Abstract 471: Kinase-independent Function of PI3Kγ Enables ERK Activation

Abstract

Phosphoinositide 3-kinase (PI3K) enzymes are critical in many cellular processes including cell survival. PI3Kγ, a member of the PI3K family, is activated in response to G-protein coupled receptor (GPCR) stimulation leading to extracellular regulated kinase (ERK) signal transduction cascade, a cell survival pathway. However, less is known about the underlying mechanisms of PI3Kγ-directed ERK activation. Knockdown of PI3Kγ showed that PI3Kγ not only regulates ERK phosphorylation in response to GPCR stimulation but also to receptor tyrosine kinase activation in HEK 293 cells. The key role of PI3Kγ in ERK activation was further validated by loss of insulin-stimulated ERK phosphorylation in PI3Kγ-knockout (KO) mouse embryonic fibroblasts (MEFs). Surprisingly, ERK activation in KO MEFs post-insulin stimulation was completely rescued by expression of kinase-dead PI3Kγ mutant in KO MEFs demonstrating a kinase-independent role of PI3Kγ in regulating ERK function. Mechanistic studies showed that PI3Kγ regulates ERK activation by inhibiting ERK dephosphorylation following stimulation thereby, sustaining ERK phosphorylation and activation.
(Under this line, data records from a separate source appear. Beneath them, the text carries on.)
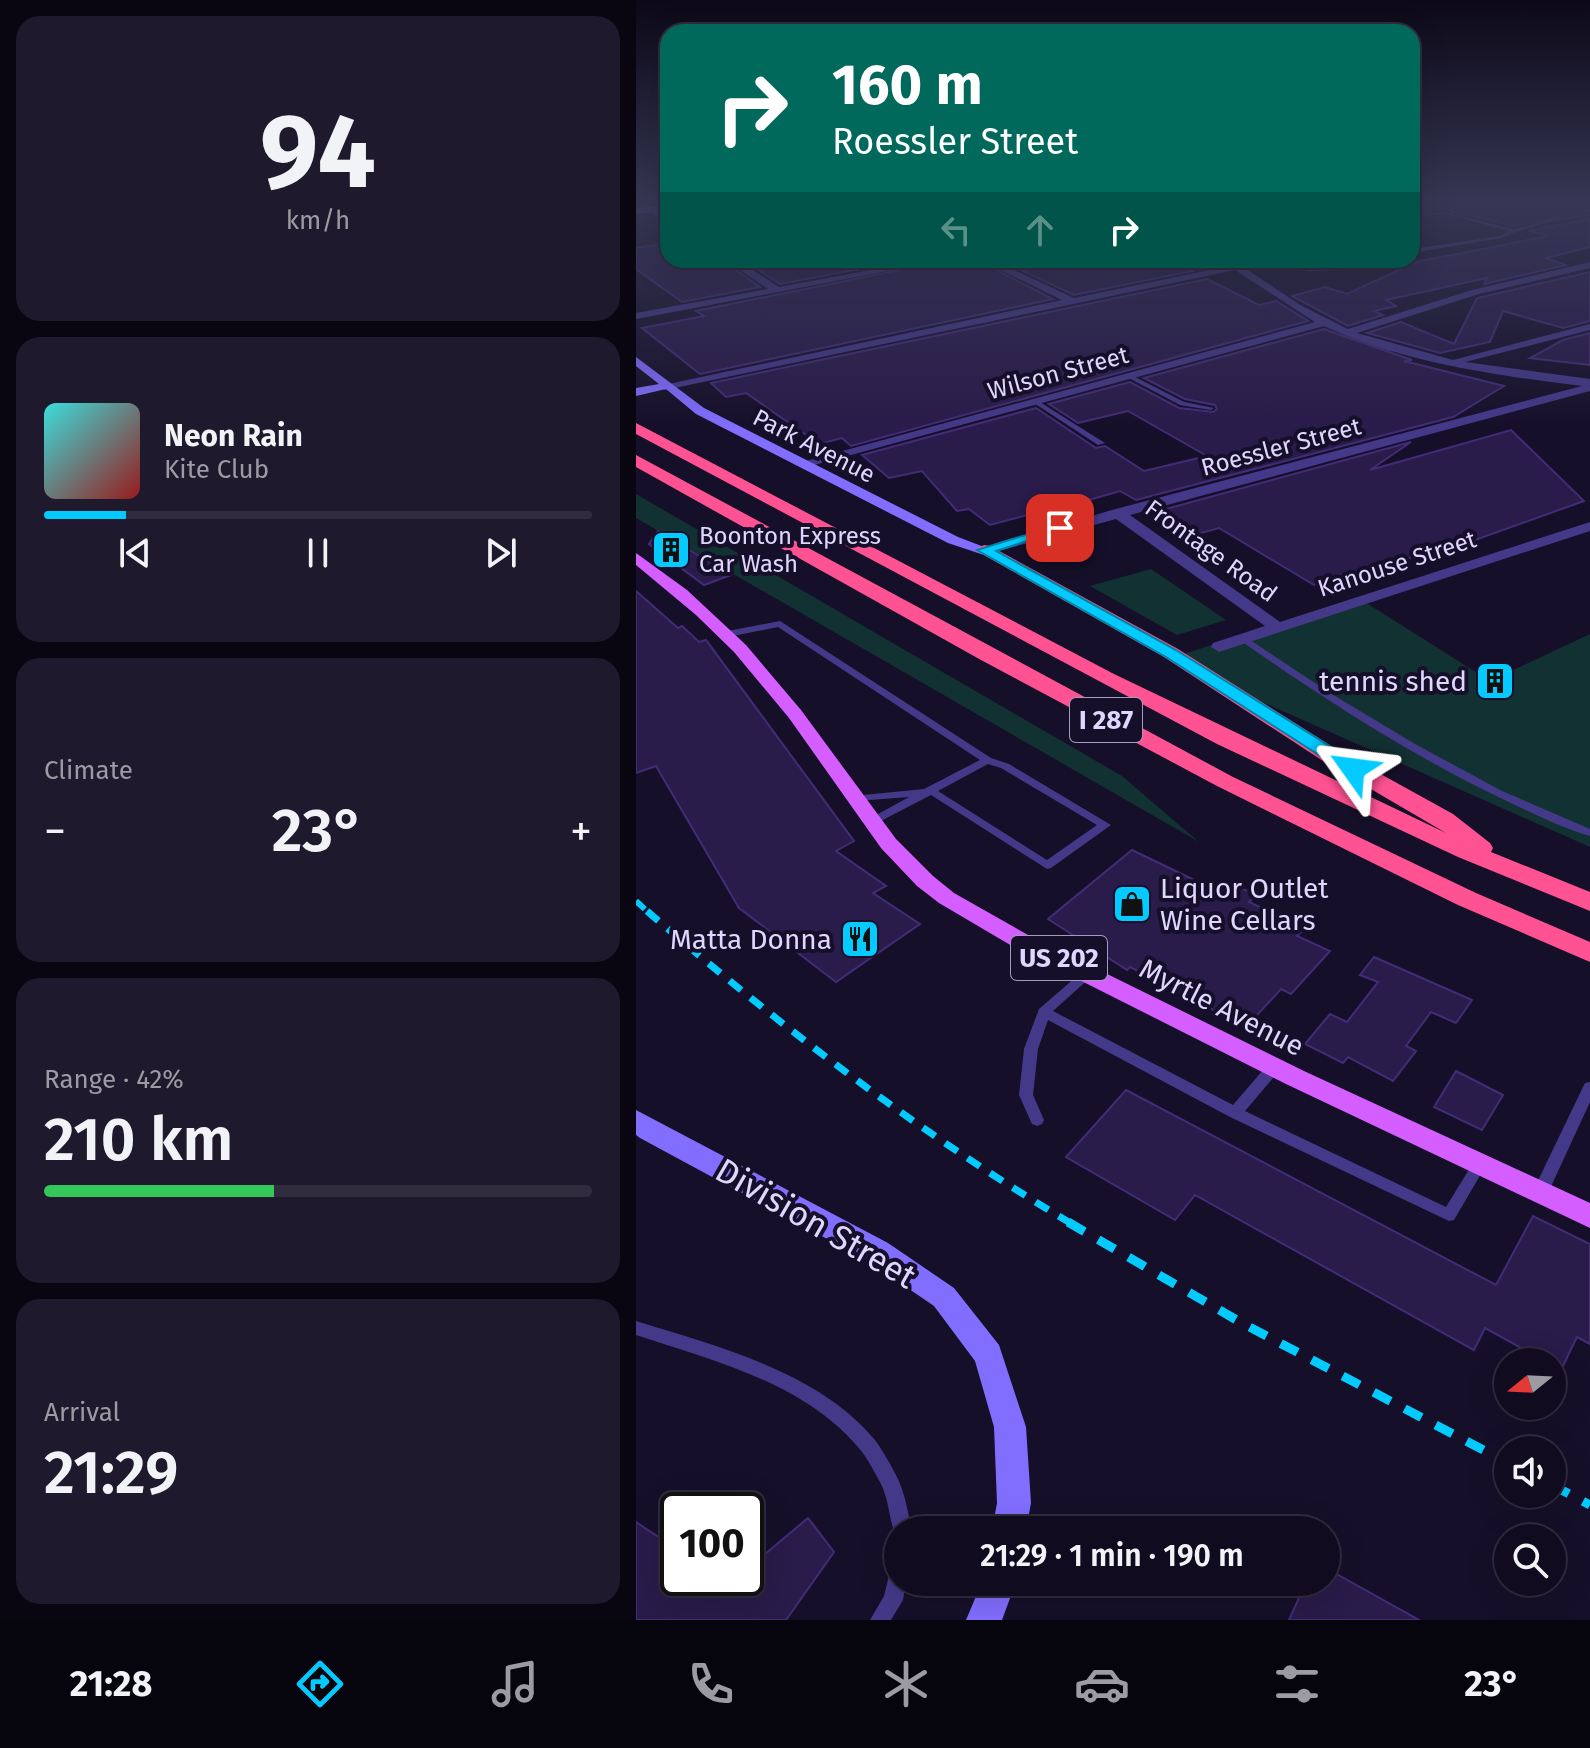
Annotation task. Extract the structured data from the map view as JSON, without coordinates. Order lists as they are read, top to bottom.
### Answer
{
  "streets": {
    "highway": ["I 287"],
    "main road": ["US 202", "Myrtle Avenue"],
    "street": [
      "Wilson Street",
      "Park Avenue",
      "Roessler Street",
      "Frontage Road",
      "Kanouse Street",
      "Division Street"
    ]
  },
  "crossings": [
    ["Wilson Street", "Park Avenue"],
    ["Park Avenue", "Roessler Street"],
    ["Roessler Street", "Frontage Road"],
    ["Frontage Road", "Kanouse Street"]
  ],
  "places": {
    "building": ["Boonton Express Car Wash", "tennis shed"],
    "shop": ["Liquor Outlet Wine Cellars"],
    "restaurant": ["Matta Donna"]
  },
  "north": "left",
  "page": {
    "tile": [
      ["94", "km/h"],
      "Climate",
      ["Range · 42%", "210 km"],
      ["Arrival", "21:29"]
    ],
    "turn": ["160 m", "Roessler Street"],
    "song": ["Neon Rain", "Kite Club"],
    "heat": ["−", "23°", "+"],
    "limit": "100",
    "trip": "21:29 · 1 min · 190 m",
    "tabs": ["21:28", "23°"]
  }
}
Critically, PI3Kγ regulates ERK dephosphorylating phosphatase PP2A by interacting and sequestering PP2A from ERK maintaining ERK phosphorylation, which is evidenced by increased PP2A association with ERK in KO MEFs. Consistently, ERK activation was completely abolished in KO MEFs following carvedilol or insulin suggesting an essential role for PI3Kγ in ERK activation pathway. Correspondingly, primary cardiac fibroblasts isolated from KO mice showed complete loss of insulin-stimulated ERK phosphorylation compared to WT mice. This is intriguing given that GSK3 phosphorylation and not ERK phosphorylation is regulated by inhibition of PP2A through kinase-independent mechanism of PI3Kγ in the total cardiac lysates. Even though GSK3 and ERK are substrates for PP2A, our findings that ERK is regulated by kinase-independent function PI3Kγ suggest the existence of this unique regulation in fibroblasts and not in cardiomyocytes. Thus, kinase activity of PI3Kγ may contribute to cardiac-pathology while kinase-independent function could be beneficial and will be discussed in presentation.